* **ASSIGNMENT**
Write out the whole listing again so that each line matches the original.

* **PROVIDED DATA**
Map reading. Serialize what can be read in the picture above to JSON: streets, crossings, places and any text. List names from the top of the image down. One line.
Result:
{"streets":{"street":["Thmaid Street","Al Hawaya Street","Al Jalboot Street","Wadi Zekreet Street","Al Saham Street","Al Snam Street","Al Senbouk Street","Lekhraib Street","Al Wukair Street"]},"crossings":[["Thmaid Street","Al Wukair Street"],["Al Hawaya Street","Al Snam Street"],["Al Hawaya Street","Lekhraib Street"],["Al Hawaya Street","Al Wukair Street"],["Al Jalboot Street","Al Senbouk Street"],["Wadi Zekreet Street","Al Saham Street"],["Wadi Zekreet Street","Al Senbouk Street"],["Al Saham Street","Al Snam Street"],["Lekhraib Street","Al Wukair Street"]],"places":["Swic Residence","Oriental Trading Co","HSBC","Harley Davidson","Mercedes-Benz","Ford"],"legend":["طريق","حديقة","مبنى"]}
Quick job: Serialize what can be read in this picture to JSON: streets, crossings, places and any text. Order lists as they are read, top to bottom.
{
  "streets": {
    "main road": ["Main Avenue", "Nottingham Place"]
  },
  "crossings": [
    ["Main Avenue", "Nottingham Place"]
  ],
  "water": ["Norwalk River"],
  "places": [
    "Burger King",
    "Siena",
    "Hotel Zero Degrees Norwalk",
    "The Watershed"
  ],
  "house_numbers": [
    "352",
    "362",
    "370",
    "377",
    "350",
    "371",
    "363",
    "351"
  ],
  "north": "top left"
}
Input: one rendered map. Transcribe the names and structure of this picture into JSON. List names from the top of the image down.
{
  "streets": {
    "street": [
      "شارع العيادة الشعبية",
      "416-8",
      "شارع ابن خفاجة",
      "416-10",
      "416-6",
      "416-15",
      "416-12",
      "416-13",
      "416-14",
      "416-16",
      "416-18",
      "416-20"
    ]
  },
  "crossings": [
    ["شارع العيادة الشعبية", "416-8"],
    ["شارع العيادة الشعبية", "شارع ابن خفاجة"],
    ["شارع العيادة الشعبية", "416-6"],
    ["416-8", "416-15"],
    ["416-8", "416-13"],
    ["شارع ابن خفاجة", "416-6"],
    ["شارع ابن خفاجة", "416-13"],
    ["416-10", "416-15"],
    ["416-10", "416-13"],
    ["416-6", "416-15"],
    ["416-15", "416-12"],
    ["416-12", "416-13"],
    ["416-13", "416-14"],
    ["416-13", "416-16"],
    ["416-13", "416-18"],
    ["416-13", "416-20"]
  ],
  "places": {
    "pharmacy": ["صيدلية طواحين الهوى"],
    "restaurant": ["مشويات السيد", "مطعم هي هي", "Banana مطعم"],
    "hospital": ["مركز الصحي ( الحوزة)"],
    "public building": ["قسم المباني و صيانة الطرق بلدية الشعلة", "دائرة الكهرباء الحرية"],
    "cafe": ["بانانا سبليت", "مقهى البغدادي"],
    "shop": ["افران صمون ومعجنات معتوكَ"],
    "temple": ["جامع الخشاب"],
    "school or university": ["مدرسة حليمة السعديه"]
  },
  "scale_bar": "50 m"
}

* **FINISHED EXERCISE**
Map reading. Serialize what can be read in the picture above to JSON: streets, crossings, places and any text. List names from the top of the image down. One line.
Result:
{"streets":{"street":["Thmaid Street","Al Hawaya Street","Al Jalboot Street","Wadi Zekreet Street","Al Saham Street","Al Snam Street","Al Senbouk Street","Lekhraib Street","Al Wukair Street"]},"crossings":[["Thmaid Street","Al Wukair Street"],["Al Hawaya Street","Al Snam Street"],["Al Hawaya Street","Lekhraib Street"],["Al Hawaya Street","Al Wukair Street"],["Al Jalboot Street","Al Senbouk Street"],["Wadi Zekreet Street","Al Saham Street"],["Wadi Zekreet Street","Al Senbouk Street"],["Al Saham Street","Al Snam Street"],["Lekhraib Street","Al Wukair Street"]],"places":["Swic Residence","Oriental Trading Co","HSBC","Harley Davidson","Mercedes-Benz","Ford"],"legend":["طريق","حديقة","مبنى"]}
Quick job: Serialize what can be read in this picture to JSON: streets, crossings, places and any text. Order lists as they are read, top to bottom.
{
  "streets": {
    "main road": ["Main Avenue", "Nottingham Place"]
  },
  "crossings": [
    ["Main Avenue", "Nottingham Place"]
  ],
  "water": ["Norwalk River"],
  "places": [
    "Burger King",
    "Siena",
    "Hotel Zero Degrees Norwalk",
    "The Watershed"
  ],
  "house_numbers": [
    "352",
    "362",
    "370",
    "377",
    "350",
    "371",
    "363",
    "351"
  ],
  "north": "top left"
}
Input: one rendered map. Transcribe the names and structure of this picture into JSON. List names from the top of the image down.
{
  "streets": {
    "street": [
      "شارع العيادة الشعبية",
      "416-8",
      "شارع ابن خفاجة",
      "416-10",
      "416-6",
      "416-15",
      "416-12",
      "416-13",
      "416-14",
      "416-16",
      "416-18",
      "416-20"
    ]
  },
  "crossings": [
    ["شارع العيادة الشعبية", "416-8"],
    ["شارع العيادة الشعبية", "شارع ابن خفاجة"],
    ["شارع العيادة الشعبية", "416-6"],
    ["416-8", "416-15"],
    ["416-8", "416-13"],
    ["شارع ابن خفاجة", "416-6"],
    ["شارع ابن خفاجة", "416-13"],
    ["416-10", "416-15"],
    ["416-10", "416-13"],
    ["416-6", "416-15"],
    ["416-15", "416-12"],
    ["416-12", "416-13"],
    ["416-13", "416-14"],
    ["416-13", "416-16"],
    ["416-13", "416-18"],
    ["416-13", "416-20"]
  ],
  "places": {
    "pharmacy": ["صيدلية طواحين الهوى"],
    "restaurant": ["مشويات السيد", "مطعم هي هي", "Banana مطعم"],
    "hospital": ["مركز الصحي ( الحوزة)"],
    "public building": ["قسم المباني و صيانة الطرق بلدية الشعلة", "دائرة الكهرباء الحرية"],
    "cafe": ["بانانا سبليت", "مقهى البغدادي"],
    "shop": ["افران صمون ومعجنات معتوكَ"],
    "temple": ["جامع الخشاب"],
    "school or university": ["مدرسة حليمة السعديه"]
  },
  "scale_bar": "50 m"
}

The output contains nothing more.